2026年2月26日木曜日

鏡の前のひとり会議

朝、鏡の前に立つ。
まだ少し眠たい顔と、これから外に出るための自分が、向き合っている。
ここからが、ひとり会議のはじまりだ。

「今日はどんな一日にする?」
誰に聞かれるわけでもない問いを、自分に投げかける。
天気、予定、気分。
いくつかの要素を並べて、静かに検討する。

きちんと見せたい日もある。
少し強く見せたい日もある。
できれば目立たずに、静かにやり過ごしたい日もある。

ハンガーから一着を取り出し、体にあててみる。
「うーん、今日は違うかも。

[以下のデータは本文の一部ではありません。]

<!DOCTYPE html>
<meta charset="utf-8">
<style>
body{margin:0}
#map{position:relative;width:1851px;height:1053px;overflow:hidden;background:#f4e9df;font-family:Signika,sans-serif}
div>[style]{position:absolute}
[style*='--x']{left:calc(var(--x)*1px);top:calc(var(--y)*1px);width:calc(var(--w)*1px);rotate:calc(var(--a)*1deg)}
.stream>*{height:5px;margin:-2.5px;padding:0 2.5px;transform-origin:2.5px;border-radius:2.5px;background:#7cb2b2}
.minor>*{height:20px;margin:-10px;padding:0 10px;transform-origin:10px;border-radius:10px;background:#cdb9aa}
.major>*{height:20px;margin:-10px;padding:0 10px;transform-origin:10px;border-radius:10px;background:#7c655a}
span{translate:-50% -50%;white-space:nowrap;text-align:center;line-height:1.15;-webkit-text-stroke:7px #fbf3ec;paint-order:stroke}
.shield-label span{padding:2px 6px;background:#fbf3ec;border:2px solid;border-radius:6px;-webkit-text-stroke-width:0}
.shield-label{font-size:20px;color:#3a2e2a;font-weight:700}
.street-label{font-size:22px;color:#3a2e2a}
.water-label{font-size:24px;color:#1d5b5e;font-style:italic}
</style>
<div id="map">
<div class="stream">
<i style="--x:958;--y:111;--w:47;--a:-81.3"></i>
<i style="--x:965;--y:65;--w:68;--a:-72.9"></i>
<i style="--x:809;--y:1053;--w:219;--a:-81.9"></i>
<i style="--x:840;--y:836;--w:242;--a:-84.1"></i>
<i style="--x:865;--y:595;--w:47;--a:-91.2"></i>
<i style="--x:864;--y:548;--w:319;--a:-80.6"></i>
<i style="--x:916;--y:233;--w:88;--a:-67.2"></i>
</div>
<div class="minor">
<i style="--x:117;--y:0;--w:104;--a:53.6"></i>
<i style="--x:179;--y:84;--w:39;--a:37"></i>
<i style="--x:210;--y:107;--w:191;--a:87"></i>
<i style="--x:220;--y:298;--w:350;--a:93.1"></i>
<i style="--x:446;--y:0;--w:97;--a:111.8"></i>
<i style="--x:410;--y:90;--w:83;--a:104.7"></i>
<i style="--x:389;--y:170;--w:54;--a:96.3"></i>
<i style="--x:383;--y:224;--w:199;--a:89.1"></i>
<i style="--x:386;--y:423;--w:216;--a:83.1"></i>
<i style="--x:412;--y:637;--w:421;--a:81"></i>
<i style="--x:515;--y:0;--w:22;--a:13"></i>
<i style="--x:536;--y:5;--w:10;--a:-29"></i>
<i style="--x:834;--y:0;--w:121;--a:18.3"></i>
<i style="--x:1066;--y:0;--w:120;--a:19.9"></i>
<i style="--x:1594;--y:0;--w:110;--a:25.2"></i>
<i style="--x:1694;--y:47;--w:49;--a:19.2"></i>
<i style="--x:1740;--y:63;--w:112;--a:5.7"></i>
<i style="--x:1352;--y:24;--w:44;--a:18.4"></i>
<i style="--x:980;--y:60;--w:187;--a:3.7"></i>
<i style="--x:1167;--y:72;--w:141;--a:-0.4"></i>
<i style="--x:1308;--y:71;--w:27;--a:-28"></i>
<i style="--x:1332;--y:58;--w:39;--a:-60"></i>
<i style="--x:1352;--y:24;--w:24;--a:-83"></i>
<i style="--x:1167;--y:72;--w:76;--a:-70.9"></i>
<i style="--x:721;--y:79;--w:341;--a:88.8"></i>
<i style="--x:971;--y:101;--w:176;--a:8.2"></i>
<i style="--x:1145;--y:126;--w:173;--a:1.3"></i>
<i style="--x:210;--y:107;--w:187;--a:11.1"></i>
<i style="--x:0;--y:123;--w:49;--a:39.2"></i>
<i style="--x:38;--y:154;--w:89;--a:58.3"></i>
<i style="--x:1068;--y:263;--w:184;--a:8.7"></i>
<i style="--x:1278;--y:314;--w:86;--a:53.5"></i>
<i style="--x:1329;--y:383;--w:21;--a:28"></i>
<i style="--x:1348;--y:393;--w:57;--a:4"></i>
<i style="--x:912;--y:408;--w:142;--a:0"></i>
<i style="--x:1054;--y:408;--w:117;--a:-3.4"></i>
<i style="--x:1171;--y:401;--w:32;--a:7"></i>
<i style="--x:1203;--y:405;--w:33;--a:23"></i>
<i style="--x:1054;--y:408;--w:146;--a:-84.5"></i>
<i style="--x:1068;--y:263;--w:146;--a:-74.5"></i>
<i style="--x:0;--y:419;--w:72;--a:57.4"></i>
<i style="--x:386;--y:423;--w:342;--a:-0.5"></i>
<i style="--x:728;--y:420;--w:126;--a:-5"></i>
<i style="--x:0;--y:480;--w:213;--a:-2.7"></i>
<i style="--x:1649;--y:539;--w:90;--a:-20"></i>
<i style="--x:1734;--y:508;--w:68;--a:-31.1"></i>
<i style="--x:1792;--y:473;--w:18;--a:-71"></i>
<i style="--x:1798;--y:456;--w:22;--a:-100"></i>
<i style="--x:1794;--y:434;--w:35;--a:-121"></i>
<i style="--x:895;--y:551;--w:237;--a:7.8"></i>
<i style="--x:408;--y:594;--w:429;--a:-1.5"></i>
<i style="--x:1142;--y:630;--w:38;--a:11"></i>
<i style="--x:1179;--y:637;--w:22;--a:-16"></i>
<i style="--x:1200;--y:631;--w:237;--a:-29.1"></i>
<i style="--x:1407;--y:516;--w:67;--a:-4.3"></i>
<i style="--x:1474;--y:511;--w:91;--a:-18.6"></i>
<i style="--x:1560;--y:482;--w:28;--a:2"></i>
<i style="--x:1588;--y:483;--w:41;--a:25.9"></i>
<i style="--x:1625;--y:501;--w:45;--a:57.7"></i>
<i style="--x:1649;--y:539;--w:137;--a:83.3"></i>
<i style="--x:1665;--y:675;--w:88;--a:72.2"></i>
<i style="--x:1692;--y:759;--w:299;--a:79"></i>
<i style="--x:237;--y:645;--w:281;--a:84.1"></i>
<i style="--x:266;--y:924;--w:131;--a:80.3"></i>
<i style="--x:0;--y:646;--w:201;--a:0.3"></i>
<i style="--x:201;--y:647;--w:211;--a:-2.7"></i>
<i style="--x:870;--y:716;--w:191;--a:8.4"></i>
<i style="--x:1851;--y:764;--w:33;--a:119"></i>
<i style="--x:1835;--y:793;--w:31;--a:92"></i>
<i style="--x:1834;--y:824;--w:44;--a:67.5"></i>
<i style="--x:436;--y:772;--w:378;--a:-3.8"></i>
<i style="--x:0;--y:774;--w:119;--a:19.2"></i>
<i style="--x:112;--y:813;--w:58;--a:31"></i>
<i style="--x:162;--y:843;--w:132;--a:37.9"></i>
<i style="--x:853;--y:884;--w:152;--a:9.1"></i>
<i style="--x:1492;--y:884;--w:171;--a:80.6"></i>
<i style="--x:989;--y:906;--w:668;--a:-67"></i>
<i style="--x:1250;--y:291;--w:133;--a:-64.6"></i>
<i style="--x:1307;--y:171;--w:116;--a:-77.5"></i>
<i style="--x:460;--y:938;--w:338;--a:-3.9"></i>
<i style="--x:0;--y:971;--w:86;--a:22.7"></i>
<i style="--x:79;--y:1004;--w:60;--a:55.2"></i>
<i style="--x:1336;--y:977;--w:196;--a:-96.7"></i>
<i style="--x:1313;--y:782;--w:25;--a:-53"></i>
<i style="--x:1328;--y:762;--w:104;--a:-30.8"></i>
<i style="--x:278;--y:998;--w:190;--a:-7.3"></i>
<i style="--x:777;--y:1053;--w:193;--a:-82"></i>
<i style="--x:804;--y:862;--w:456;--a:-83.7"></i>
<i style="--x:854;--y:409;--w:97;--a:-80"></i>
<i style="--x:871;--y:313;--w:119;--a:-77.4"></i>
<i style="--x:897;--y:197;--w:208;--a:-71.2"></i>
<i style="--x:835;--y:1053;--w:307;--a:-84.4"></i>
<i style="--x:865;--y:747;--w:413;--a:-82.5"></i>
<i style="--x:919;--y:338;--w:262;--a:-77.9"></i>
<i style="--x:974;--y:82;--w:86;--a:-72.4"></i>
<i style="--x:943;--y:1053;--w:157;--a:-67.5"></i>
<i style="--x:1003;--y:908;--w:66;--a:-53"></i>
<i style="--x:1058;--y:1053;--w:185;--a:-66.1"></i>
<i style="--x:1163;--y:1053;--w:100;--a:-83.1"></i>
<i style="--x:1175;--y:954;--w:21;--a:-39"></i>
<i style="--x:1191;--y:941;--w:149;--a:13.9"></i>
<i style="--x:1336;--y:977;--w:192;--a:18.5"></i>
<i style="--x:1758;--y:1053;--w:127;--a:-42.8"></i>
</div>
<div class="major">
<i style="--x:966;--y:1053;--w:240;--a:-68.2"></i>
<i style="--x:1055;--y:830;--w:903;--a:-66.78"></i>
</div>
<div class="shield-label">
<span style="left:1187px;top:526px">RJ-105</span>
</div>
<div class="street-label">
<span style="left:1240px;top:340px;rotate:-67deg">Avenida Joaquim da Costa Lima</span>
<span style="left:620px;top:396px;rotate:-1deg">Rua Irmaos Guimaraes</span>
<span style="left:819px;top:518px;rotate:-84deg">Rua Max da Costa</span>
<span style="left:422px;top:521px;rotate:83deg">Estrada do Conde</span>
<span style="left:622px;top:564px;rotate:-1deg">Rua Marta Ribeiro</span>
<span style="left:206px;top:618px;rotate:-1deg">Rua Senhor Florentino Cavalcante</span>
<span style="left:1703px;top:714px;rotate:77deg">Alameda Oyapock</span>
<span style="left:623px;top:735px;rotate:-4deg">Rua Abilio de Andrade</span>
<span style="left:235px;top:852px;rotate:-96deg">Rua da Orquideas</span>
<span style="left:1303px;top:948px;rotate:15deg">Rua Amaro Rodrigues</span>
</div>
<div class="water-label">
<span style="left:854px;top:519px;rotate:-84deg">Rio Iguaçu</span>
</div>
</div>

」
そう言って戻すこともある。
服は正直だ。
心が追いついていないと、どこかしっくりこない。

鏡の中の私は、何も言わない。
でも、少し首をかしげたり、
ほんの少し口元がゆるんだりする。
その変化が、答えだったりする。

「これでいこう。」
小さくうなずく瞬間、会議はまとまる。
誰の承認もいらない、私だけの決定。

服を着るというより、気持ちを整える時間。
鏡の前で、自分の輪郭を確かめる時間。
忙しい一日の前にある、ほんの数分の静けさ。

完璧じゃなくていい。
流行に合っていなくてもいい。
今日の私が納得できれば、それで十分だ。

鏡の前のひとり会議。
それは毎朝くり返される、小さな儀式。
私はそこで、自分と合意してから、外の世界へ向かう。